Every dog is adorable in its own way, but we'd be lying if we said they were all perfectly obedient. Some pups just have a mind of their own. We love them for their independence, curiosity and wild spirits. They just may not be the best option for a new pet owner.

A 2018 study, titled "Prevailing Clusters of Canine Behavioural Traits in Historical US Demand for Dog Breeds (1926–2005)" evaluated which pups are the most difficult to train based on a variety of factors. It's just one of a handful of studies that evaluated each dog breed's willingness to learn and obey, which was summarized by Top Dog Tips in 2019.

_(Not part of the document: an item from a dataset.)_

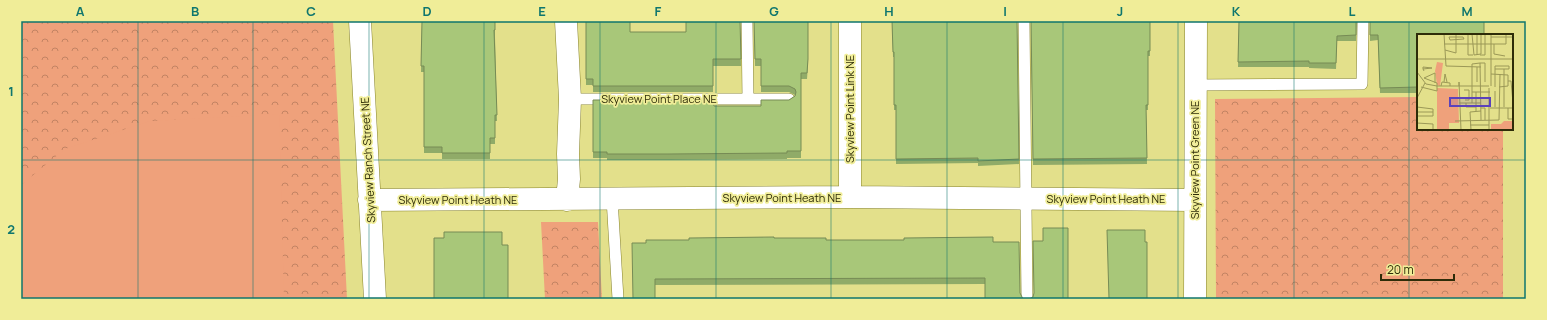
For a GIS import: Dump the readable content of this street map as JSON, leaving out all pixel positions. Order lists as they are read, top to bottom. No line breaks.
{"streets":{"street":["Skyview Point Link NE","Skyview Ranch Street NE","Skyview Point Green NE","Skyview Point Heath NE"],"lane":["Skyview Point Place NE"]},"crossings":[["Skyview Point Link NE","Skyview Point Heath NE"],["Skyview Ranch Street NE","Skyview Point Heath NE"],["Skyview Point Green NE","Skyview Point Heath NE"]],"scale_bar":"20 m","grid":{"columns":["A","B","C","D","E","F","G","H","I","J","K","L","M"],"rows":["1","2"]}}
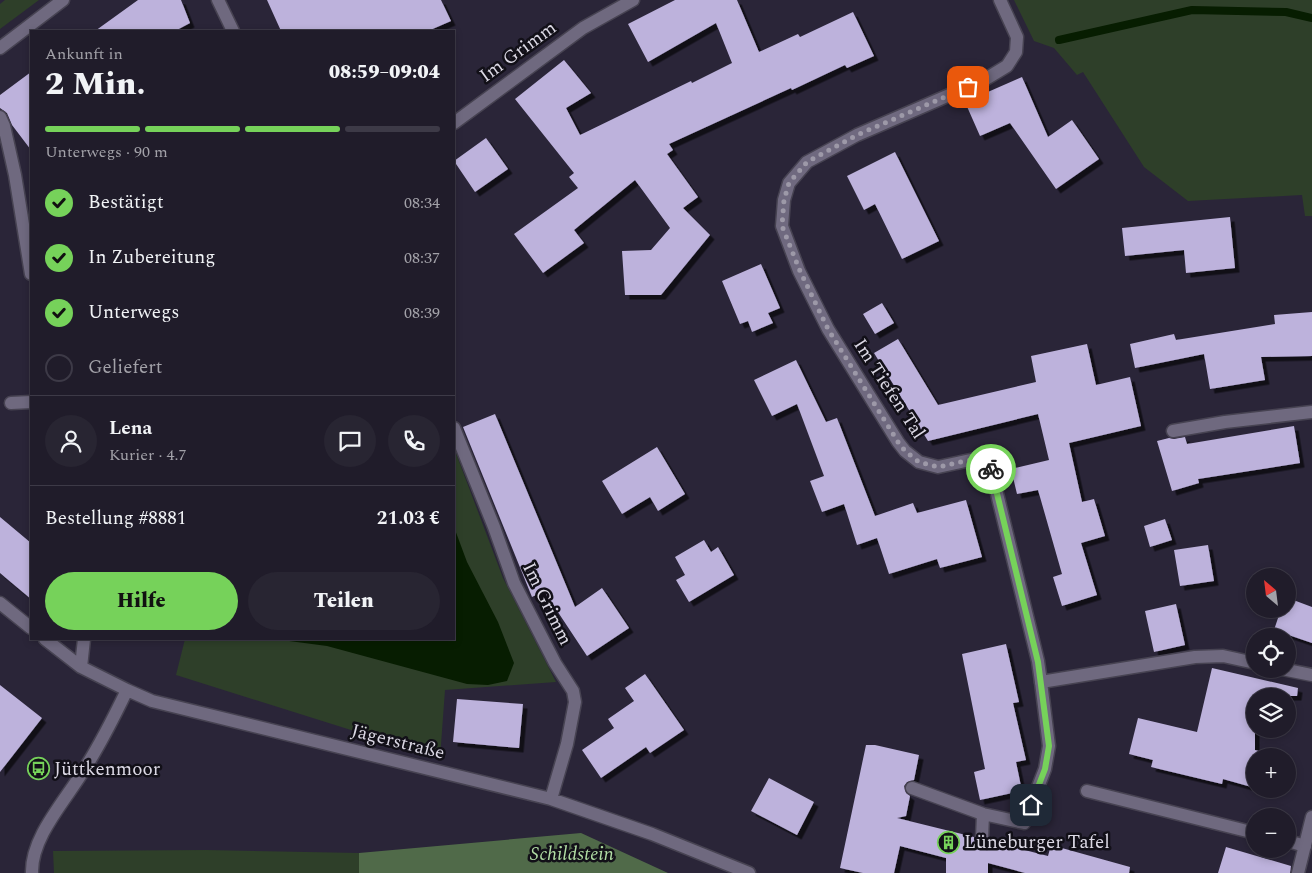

Adopting a puppy or full-grown dog is a handful, and some dog breeds are more willing to comply with instructions from their owners. Want your dog to be a champion at sit, lay down, rollover, or maybe even learn to grab a beer from the fridge? Well, then you're reading the wrong list (most obedient breeds here.) These are the pups you should probably avoid if you're looking for a loyal companion who won't question your orders or choose to ignore them for the sake of independence.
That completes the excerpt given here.